**TASK:**
Reproduce word for word the lines of the listing from the first one through the one with "position:absolute; right:15px; bottom:15px;", omitting every picture.

**DATA FOR THIS EXERCISE:**
########
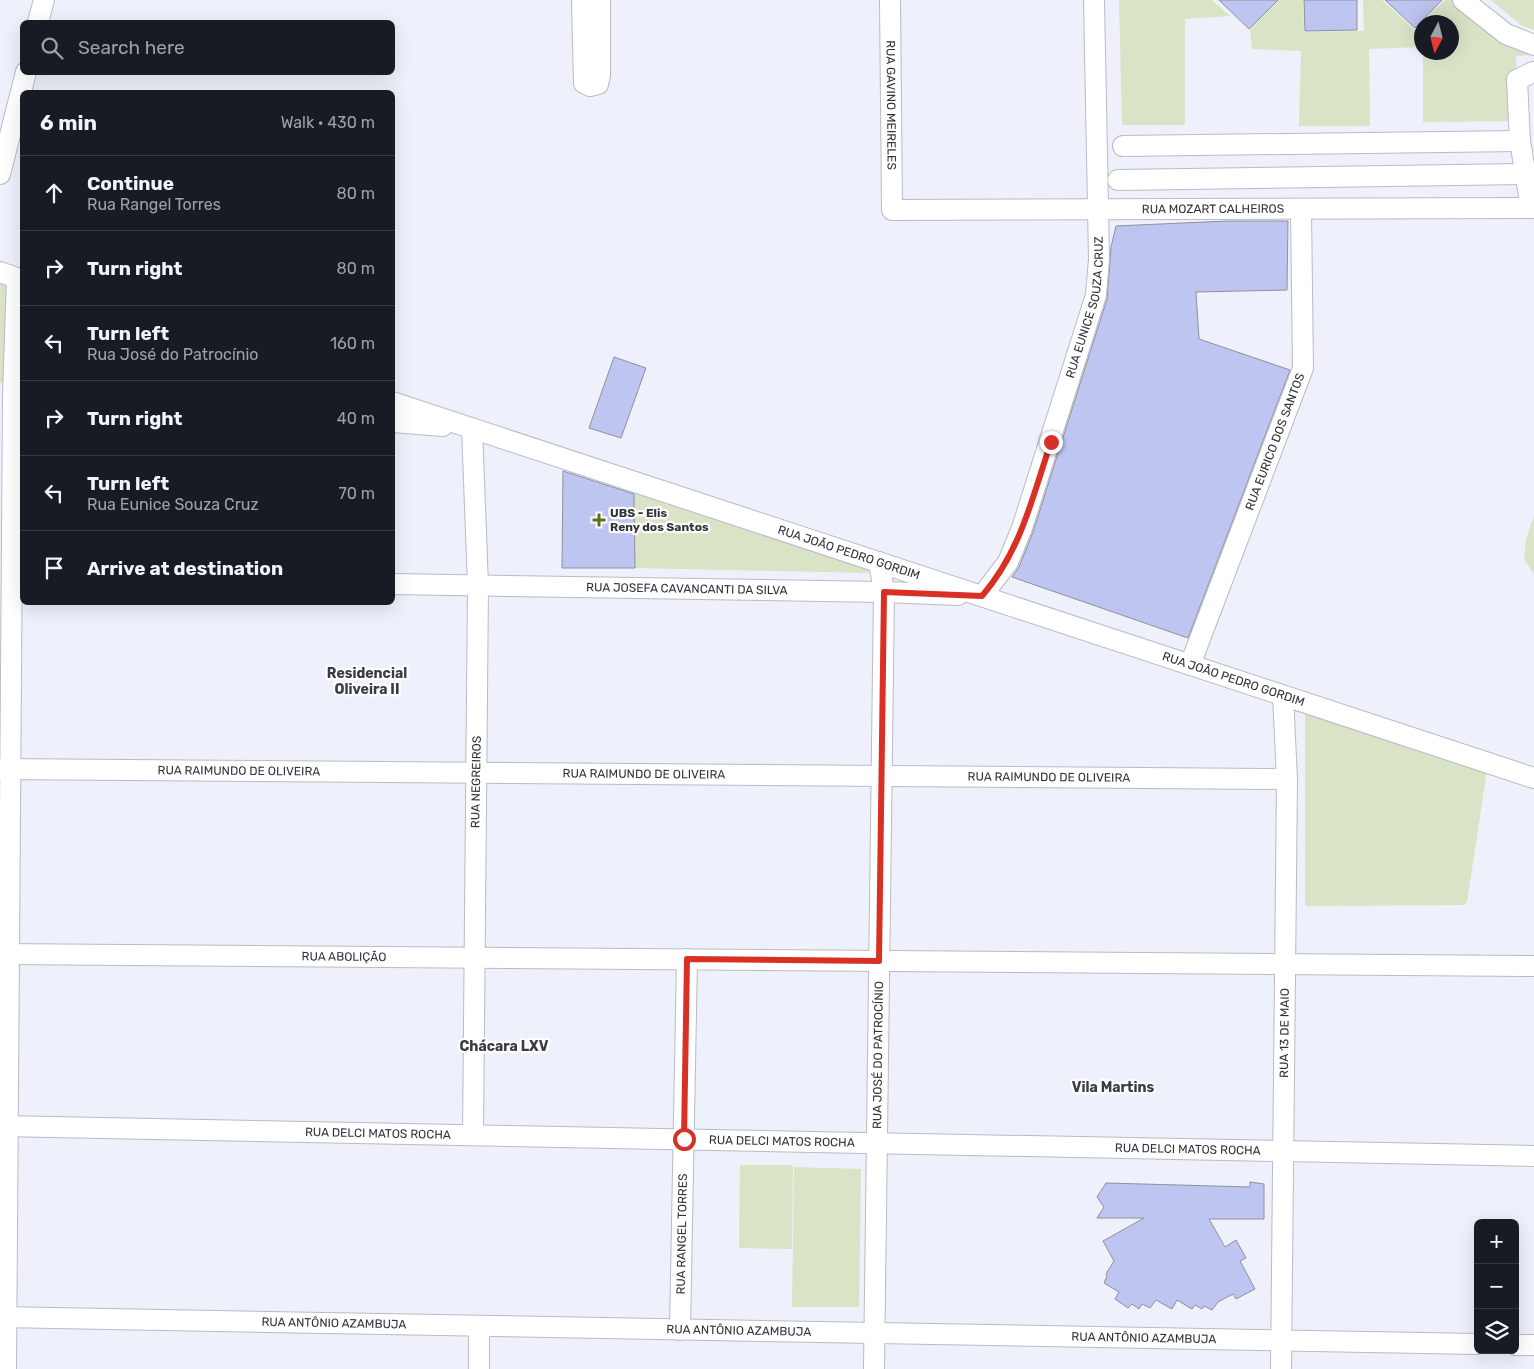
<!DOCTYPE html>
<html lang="en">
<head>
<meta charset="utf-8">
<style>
	body { margin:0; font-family:Rubik,sans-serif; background:#242831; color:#f1f3f6 }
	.controls { position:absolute; right:15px; bottom:15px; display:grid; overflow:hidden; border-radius:8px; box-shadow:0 5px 20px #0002 }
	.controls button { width:45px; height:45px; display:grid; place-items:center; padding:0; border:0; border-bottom:1px solid #363941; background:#171b24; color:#f1f3f6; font:25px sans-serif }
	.compass { position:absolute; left:1414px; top:15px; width:45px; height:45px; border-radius:50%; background:#171b24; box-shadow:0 5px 20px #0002; rotate:187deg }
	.stop { position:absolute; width:15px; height:15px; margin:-11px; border:4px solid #d93025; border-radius:50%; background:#fff }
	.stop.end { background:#d93025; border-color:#fff; box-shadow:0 1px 5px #0008 }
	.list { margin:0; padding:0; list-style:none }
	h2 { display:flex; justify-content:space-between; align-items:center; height:65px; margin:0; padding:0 20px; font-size:21px }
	h2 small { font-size:16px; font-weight:400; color:#9ea1a6 }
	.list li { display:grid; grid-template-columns:32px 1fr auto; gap:15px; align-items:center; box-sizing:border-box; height:75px; padding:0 20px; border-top:1px solid #363941 }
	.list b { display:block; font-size:19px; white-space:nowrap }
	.list p { margin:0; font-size:16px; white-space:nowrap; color:#9ea1a6 }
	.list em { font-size:16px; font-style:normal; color:#9ea1a6 }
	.icon { flex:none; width:28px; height:28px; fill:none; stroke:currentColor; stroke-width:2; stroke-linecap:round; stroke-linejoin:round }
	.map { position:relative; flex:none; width:1534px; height:1369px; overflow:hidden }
	.search { position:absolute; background:#171b24; box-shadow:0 5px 20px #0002; left:20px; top:20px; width:375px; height:55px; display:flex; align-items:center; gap:12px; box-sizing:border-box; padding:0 18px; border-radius:8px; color:#9ea1a6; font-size:19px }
	.panel { position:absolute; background:#171b24; box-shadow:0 5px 20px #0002; left:20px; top:90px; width:375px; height:515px; border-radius:8px }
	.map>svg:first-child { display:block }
</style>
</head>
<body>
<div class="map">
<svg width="1534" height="1369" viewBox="0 0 1534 1369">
	<rect width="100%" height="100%" fill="#eef0fb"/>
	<g fill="#d9e3c6">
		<polygon points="1119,0 1212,0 1230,16 1185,19 1185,125 1122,125"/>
		<polygon points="1279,0 1303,0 1304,32 1364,31 1363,0 1382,0 1415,30 1421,23 1421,47 1369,49 1370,126 1299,126 1301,51 1252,49 1250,29"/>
		<polygon points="1445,0 1465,0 1534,41 1534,55 1516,56 1518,121 1423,122 1423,53 1452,52 1452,22 1422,22"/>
		<polygon points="1491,0 1534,0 1534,30 1521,25"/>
		<polygon points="0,282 6,284 13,295 7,382 0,383"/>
		<polygon points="634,472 874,552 872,573 635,568"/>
		<polygon points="1534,516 1534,575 1524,558 1526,539"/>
		<polygon points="1305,708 1488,763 1467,902 1464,905 1305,906"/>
		<polygon points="740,1165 793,1165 792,1249 739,1248"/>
		<polygon points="794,1167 861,1169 859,1307 792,1307"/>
	</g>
	<g fill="#bfc5f1" stroke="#8f909a">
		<polygon points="1219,0 1278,0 1249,29"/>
		<polygon points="1304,0 1357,0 1357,30 1305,31"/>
		<polygon points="1385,0 1442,0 1415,28"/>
		<polygon points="1227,221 1288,221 1287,290 1196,292 1199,339 1290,370 1188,638 1012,577 1019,567 1033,532 1107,299 1111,247 1116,226"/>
		<polygon points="614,357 646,368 621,438 589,428"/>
		<polygon points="563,471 634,494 635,568 562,568"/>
		<polygon points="1250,1182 1264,1184 1264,1219 1209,1219 1225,1247 1236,1240 1246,1258 1240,1261 1255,1289 1236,1299 1233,1294 1218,1302 1212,1310 1204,1306 1202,1309 1195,1305 1192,1309 1177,1300 1172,1309 1156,1300 1150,1308 1142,1304 1139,1309 1132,1304 1128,1308 1115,1299 1119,1292 1104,1283 1107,1276 1106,1274 1114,1261 1103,1241 1144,1218 1097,1218 1104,1207 1097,1197 1106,1183 1250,1187"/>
	</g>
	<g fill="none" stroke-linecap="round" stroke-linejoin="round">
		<defs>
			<g id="minor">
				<polyline points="582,0 584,83 590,86 598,84 600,75 600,0"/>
				<path id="s1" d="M890,0L892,210L1534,208"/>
				<polyline points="1463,0 1506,34 1534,45"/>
				<polyline points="38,22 44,0"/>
				<polyline points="1123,146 1520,141"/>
				<polyline points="0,174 26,72"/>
				<polyline points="1118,180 1524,174"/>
				<polyline points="1531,208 1520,141 1517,80 1533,72"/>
				<polyline points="0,272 22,280"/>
				<path id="s2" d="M392,402L1534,778"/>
				<polyline points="392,422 443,426"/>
				<polyline points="472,428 478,585 473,1135"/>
				<path id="s3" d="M392,584L884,592L958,595"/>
				<path id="s4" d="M982,596L1008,562L1022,528L1096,295L1099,259L1094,0"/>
				<path id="s5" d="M1190,665L1303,368L1301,209"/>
				<path id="s6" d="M0,769L1287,779"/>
				<path id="s7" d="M0,954L1534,966"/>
				<path id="s8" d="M0,1126L1534,1156"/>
				<path id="s9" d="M0,1317L1478,1344"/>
				<path id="s10" d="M680,1330L687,959"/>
				<polyline points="1515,1345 1534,1345"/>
				<polyline points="6,1369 13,395 17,278"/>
				<polyline points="479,1369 479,1326"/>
				<path id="s11" d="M874,1369L884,592L879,562"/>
				<path id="s12" d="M1281,1369L1287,779L1283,696"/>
			</g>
		</defs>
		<use href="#minor" stroke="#b9bbc5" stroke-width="22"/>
		<use href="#minor" stroke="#fff" stroke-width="20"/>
	</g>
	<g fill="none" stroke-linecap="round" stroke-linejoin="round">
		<path stroke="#d93025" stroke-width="6" d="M684,1139L687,959L879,961L884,592L982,596C1021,551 1032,498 1051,442"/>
	</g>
	<path fill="#5c701e" stroke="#fefefe" stroke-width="2" d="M596.5 512.5h5v5h5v5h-5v5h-5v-5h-5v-5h5z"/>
	<g text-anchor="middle" stroke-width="4.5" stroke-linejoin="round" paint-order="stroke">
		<g font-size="12" fill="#323337" stroke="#fefefe">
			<text dy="4" stroke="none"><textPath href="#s1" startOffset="105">RUA GAVINO MEIRELES</textPath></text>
			<text dy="4" stroke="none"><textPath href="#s1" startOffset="531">RUA MOZART CALHEIROS</textPath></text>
			<text dy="4" stroke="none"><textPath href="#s4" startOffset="310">RUA EUNICE SOUZA CRUZ</textPath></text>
			<text dy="4" stroke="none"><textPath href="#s5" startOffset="239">RUA EURICO DOS SANTOS</textPath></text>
			<text dy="4" stroke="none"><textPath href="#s2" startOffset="481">RUA JOÃO PEDRO GORDIM</textPath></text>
			<text dy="4" stroke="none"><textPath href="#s3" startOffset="295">RUA JOSEFA CAVANCANTI DA SILVA</textPath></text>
			<text dy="4" stroke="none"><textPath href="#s2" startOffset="886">RUA JOÃO PEDRO GORDIM</textPath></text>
			<text dy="4" stroke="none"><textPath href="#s6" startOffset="239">RUA RAIMUNDO DE OLIVEIRA</textPath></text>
			<text dy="4" stroke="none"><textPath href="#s6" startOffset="644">RUA RAIMUNDO DE OLIVEIRA</textPath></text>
			<text dy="4" stroke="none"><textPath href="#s6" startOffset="1049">RUA RAIMUNDO DE OLIVEIRA</textPath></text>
			<text transform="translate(476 782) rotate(-89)" y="4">RUA NEGREIROS</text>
			<text dy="4" stroke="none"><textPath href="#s7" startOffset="344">RUA ABOLIÇÃO</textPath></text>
			<text dy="4" stroke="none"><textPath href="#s12" startOffset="336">RUA 13 DE MAIO</textPath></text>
			<text dy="4" stroke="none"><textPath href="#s11" startOffset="314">RUA JOSÉ DO PATROCÍNIO</textPath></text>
			<text dy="4" stroke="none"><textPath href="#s8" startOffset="378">RUA DELCI MATOS ROCHA</textPath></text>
			<text dy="4" stroke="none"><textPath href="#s8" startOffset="782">RUA DELCI MATOS ROCHA</textPath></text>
			<text dy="4" stroke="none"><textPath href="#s8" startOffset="1188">RUA DELCI MATOS ROCHA</textPath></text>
			<text dy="4" stroke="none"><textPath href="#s10" startOffset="96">RUA RANGEL TORRES</textPath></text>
			<text dy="4" stroke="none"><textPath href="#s9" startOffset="334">RUA ANTÔNIO AZAMBUJA</textPath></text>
			<text dy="4" stroke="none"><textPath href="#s9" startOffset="739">RUA ANTÔNIO AZAMBUJA</textPath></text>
			<text dy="4" stroke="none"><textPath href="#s9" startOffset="1144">RUA ANTÔNIO AZAMBUJA</textPath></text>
		</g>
		<g font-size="12" font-weight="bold" fill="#323337" stroke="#fefefe" text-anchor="start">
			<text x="610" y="517">UBS - Elis<tspan x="610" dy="14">Reny dos Santos</tspan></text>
		</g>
		<g font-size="14" font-weight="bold" fill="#3a3b43" stroke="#fefefe">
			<text x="367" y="678">Residencial<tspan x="367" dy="16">Oliveira II</tspan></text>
			<text x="504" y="1051">Chácara LXV</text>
			<text x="1113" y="1092">Vila Martins</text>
		</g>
	</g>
</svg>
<div class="controls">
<button>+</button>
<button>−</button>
<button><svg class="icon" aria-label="layers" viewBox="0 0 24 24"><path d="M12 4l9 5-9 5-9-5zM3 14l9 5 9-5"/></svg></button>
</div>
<svg class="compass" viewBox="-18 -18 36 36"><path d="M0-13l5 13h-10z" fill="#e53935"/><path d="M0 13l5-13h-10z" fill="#9ea1a6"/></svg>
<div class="stop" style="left:684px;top:1139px"></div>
<div class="stop end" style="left:1051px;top:442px"></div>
<div class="search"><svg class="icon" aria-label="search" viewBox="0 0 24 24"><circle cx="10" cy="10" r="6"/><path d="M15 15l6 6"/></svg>Search here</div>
<section class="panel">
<h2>6 min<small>Walk · 430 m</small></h2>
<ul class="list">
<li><svg class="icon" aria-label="ahead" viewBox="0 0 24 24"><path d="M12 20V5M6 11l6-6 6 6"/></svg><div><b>Continue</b><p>Rua Rangel Torres</p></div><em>80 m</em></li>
<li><svg class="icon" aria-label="right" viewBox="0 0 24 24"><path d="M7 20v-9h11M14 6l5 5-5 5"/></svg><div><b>Turn right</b></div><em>80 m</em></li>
<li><svg class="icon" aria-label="left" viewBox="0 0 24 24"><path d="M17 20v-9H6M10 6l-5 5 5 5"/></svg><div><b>Turn left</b><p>Rua José do Patrocínio</p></div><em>160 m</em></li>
<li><svg class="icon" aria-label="right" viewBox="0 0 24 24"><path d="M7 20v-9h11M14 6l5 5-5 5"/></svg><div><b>Turn right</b></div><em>40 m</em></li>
<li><svg class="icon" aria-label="left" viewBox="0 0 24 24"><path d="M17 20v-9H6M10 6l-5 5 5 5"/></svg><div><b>Turn left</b><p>Rua Eunice Souza Cruz</p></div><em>70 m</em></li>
<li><svg class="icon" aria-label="arrive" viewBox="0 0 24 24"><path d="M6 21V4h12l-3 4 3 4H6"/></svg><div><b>Arrive at destination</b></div></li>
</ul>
</section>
</div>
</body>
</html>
########
**ANSWER TO THIS EXERCISE:**
<!DOCTYPE html>
<html lang="en">
<head>
<meta charset="utf-8">
<style>
	body { margin:0; font-family:Rubik,sans-serif; background:#242831; color:#f1f3f6 }
	.controls { position:absolute; right:15px; bottom:15px; display:grid; overflow:hidden; border-radius:8px; box-shadow:0 5px 20px #0002 }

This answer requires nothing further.